Roberto Castello in Inferno ha questa rara capacità. In poche scene ci catapulta in un luogo affascinante e brillante pur nella sua mediocrità. Ci divertiamo all’inferno. Ci rimaniamo volentieri, ridendo, felici. C’è tutto quello che serve: la nostra idea di quotidianità, di cultura, di spettacolo. L’inferno non è quindi né metafisico né ultraterreno, non ci aspetta alla fine della vita, e le nostre anime non saranno pesate né giudicate da nessun Minosse. Non è nemmeno l’inferno della guerra, o della miseria, o della criminalità, benché li presupponga.
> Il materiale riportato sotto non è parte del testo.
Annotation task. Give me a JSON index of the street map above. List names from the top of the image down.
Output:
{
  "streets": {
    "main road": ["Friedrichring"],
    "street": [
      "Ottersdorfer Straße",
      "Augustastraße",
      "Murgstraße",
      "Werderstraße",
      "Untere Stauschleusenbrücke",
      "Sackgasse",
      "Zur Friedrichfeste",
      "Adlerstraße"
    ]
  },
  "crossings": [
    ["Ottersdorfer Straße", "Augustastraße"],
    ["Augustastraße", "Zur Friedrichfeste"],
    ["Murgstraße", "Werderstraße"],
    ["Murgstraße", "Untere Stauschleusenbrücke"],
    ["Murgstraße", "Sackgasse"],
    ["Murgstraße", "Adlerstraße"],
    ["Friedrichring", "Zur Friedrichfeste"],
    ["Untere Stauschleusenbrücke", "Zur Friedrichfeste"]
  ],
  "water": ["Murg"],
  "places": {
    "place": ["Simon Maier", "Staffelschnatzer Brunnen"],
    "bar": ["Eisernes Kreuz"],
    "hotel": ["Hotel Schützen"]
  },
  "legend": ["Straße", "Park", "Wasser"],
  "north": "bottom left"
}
L’inferno di cui si parla è quello di cui siamo coautori, quello che creiamo volenterosi ogni giorno, contenti come Cypher in Matrix nel gustare una bistecca buona quanto finta. Inferno di Roberto Castello è niente più che un vecchio specchio in cui mirare noi stessi, uno specchio andato un po’ fuori moda da quando il teatro non è più l’occhio che guarda il mondo, ma si manifesta, per lo più, come spazio di esposizione di sé. Quei personaggi sciabattanti e sciatti, coi visi e i corpi distorti da boccacce e pose innaturali, quelle cocottes felici e raggianti di essere sotto al riflettore, quindi, non siamo altri che noi. L’Inferno se privo di diavoli è però colmo di immagini, ma come nella caverna di Platone, esse risultano solo ombre di una verità, invisibile a noi, incapaci some siamo, a volgere lo sguardo verso l’uscita, tanto il luogo di proiezione è pieno di confort e attrazioni. Il gioco di ombre è formato da due livelli pronti a incastrarsi perfettamente: la danza energica, nervosa, espressiva, gioiosa e multiritmica e una videoanimazione sul fondale. Questa non è mai un semplice sottofondo o una carta da parati, ma un elemento dialogante e significante, in molti luoghi divertente.
Tre alberi spogli su una collina illuminati solo da uno scoppio di fuoco di artificio, un deflagrare unico e ripetuto come rintocco di campana a morto. Gli alberi risuonano e costituiscono il primo ambiente sonoro. Il cielo è nero ma man mano sorge una pallida alba abitata da corvi e un grande frigorifero rosso. Si passa poi in una galleria d’arte in cui le opere sono astruse ed esposte come in un supermercato, e osservate da strani hipster. Presto la situazione si agita, la danza si anima, e il cane di Jeff Koons insegue un uomo di marmo. Ovviamente in questa pletora di icone non poteva mancare l’arte e la cultura, bersagliata bonariamente per la sua autoreferenza.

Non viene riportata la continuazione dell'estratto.